Drew concluded with a creed that would have rung like music to Barack Obama’s ears: American unexceptionalism. The essence of it? America’s great—great at being racist, sexist, bigoted, homophobic, xenophobic, and all the other forgotten phobias. And here comes the greatest fault on the part of the College Republicans…

Instead of taking their concluding moment to call out the false notion that dissent is the highest form of patriotism, that scorn for America’s founding ideals is actually a love for them, they stayed silent. Instead of taking that moment to talk about the greatest country in the history of the world, instead of talking about great, yes, but fallible men who fought to found a nation based on the ideals that allow all of us, male and female, black and white, to sit in this comfortable auditorium in 2017 and talk about how much we hate those racist, sexist, bigoted homophobes who lived 200 years before our time, they stayed silent.

It was a theme that rang true throughout the night. Instead of talking actual policy, the College Republicans were backed into a corner: on one wall were the Establishment Republicans and on the other was Donald Trump. Instead of fighting their way out, they sat there and blindly tried to defend nearly every action of the collective Republican Party, which is impossible seeing as there are precisely zero things that unite Steve Bannon and Rand Paul ideologically.

The College Republicans halfheartedly defending free market economics when discussing environmentalism sounded like Mitch McConnell talking about “free market solutions.” A real conservative might think for half a second, Hey I agree with you, Mitch. Then half a second later he rethinks it: I’m just not convinced you agree with you.
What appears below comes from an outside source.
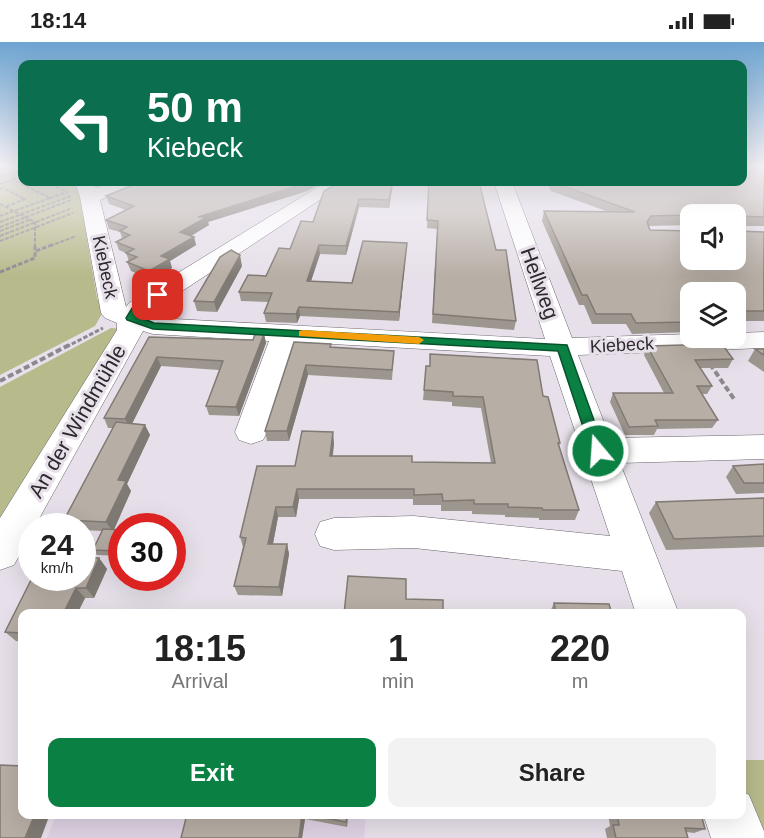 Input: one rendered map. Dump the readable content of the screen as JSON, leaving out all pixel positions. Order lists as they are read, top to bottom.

That is, I believe in the free market solutions that one of your legislative assistants jotted down in the memo you’ve been reading for the past 35 of your 40 years as a government official…but I’m also not convinced that you’ve ever sat down to listen to a Milton Friedman lecture or crack open Atlas Shrugged.
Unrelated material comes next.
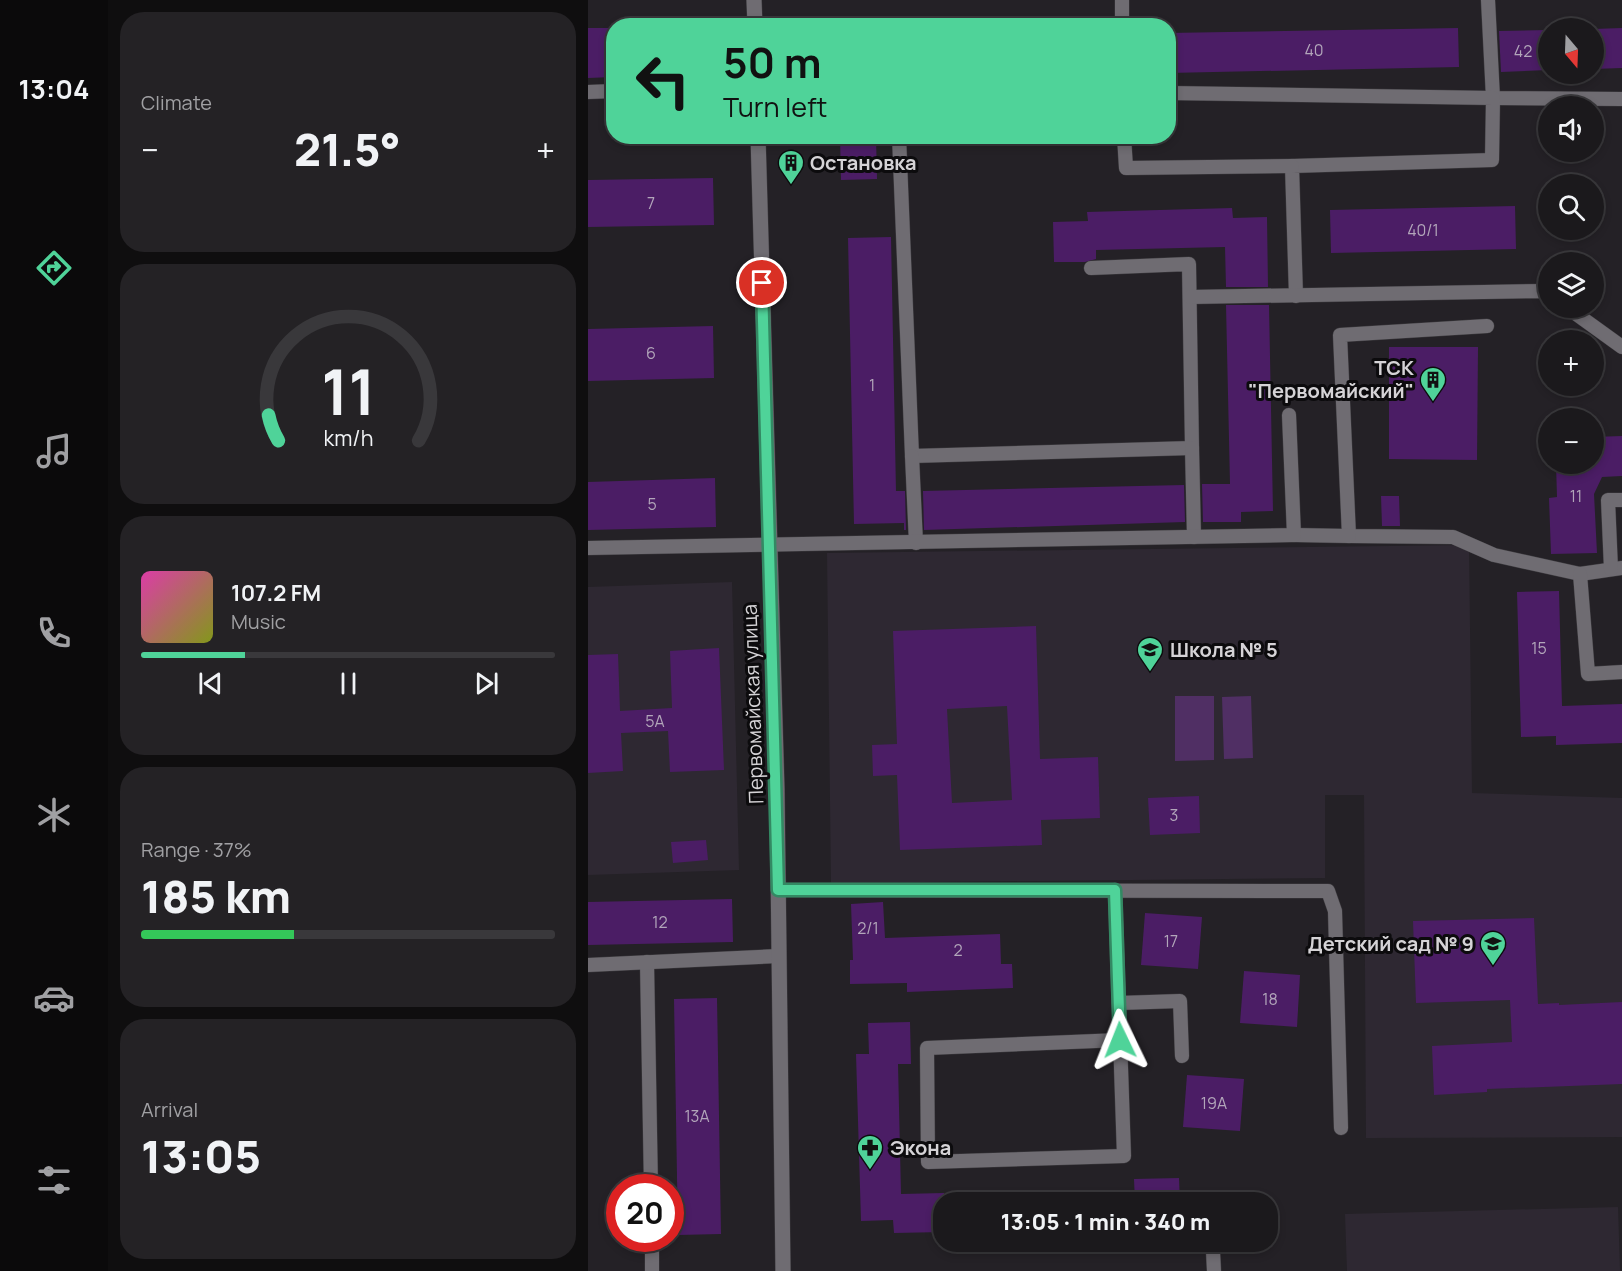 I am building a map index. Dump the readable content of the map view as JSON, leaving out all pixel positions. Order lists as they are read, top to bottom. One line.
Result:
{"streets":{"street":["Первомайская улица"]},"places":{"building":["Остановка","ТСК \"Первомайский\""],"school or university":["Школа № 5","Детский сад № 9"],"pharmacy":["Экона"]},"house_numbers":["40","42","7","40/1","6","1","11","5","15","5А","3","12","2/1","17","2","18","19А","13А"],"north":"bottom","page":{"tabs":"13:04","tile":["Climate",["Range · 37%","185 km"],["Arrival","13:05"]],"map_buttons":["+","−"],"turn":["50 m","Turn left"],"heat":["−","21.5°","+"],"song":["107.2 FM","Music"],"limit":"20","trip":"13:05 · 1 min · 340 m","gauge":["11","km/h"]}}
They could have cited studies. (Like this one. Or this one.) Or if they wanted to go in a different direction, they could have talked about the Constitution. They could have talked about the importance of the rule of law, not of men. They could have talked about the inherent danger of granting immense power to a group of men, as the other side advocated in each of their answers. They could’ve given examples of the world’s most tragic situations, many of which are caused by the sort of government this other team propagates. They could have defended capitalism with more than a tip of the cap. They could have explained the philosophical purpose of federalism or of the Second Amendment. They could have talked about preserving history. They could have defended tough immigration laws. Hell, they could have even talked Reaganomics. But they didn’t. (Don’t worry though. They did praise FDR and government-funded “infrastructure” in defense of the wall!)
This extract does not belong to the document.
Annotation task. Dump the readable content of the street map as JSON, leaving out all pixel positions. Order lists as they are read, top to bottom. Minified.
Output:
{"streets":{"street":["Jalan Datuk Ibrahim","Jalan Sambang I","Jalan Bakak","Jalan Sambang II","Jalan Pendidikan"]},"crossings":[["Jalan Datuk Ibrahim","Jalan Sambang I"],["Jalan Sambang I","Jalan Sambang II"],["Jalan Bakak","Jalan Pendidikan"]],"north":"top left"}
Instead of talking about actual conservatism, they cowered. Perhaps they cowered because of biased questioning, perhaps because of the intimidation of the crowd’s clear bias, perhaps because they felt beholden to their party’s every move, or perhaps the happy hour was just too great to resist that Thursday evening before the debate. Then again, perhaps none of that matters when the future of the ideas that made America and infiltrated the world for the better are at stake of distinction. In a sad showing for liberty and limited government, the intellectual superiority of their wrongheaded opponents won the day. A roar of applause sounded when America was put on trial, and all I could hear on my side of the aisle was an up-and-coming Mitch McConnell.

Nick Geeslin is Editor-in-Chief and Reed Ferguson is a contributor to The Arch Conservative. Both were rather cross during the construction of this piece. It should also be known that The Arch Conservative will reach out at the least to College Republicans for extended comment on the debate.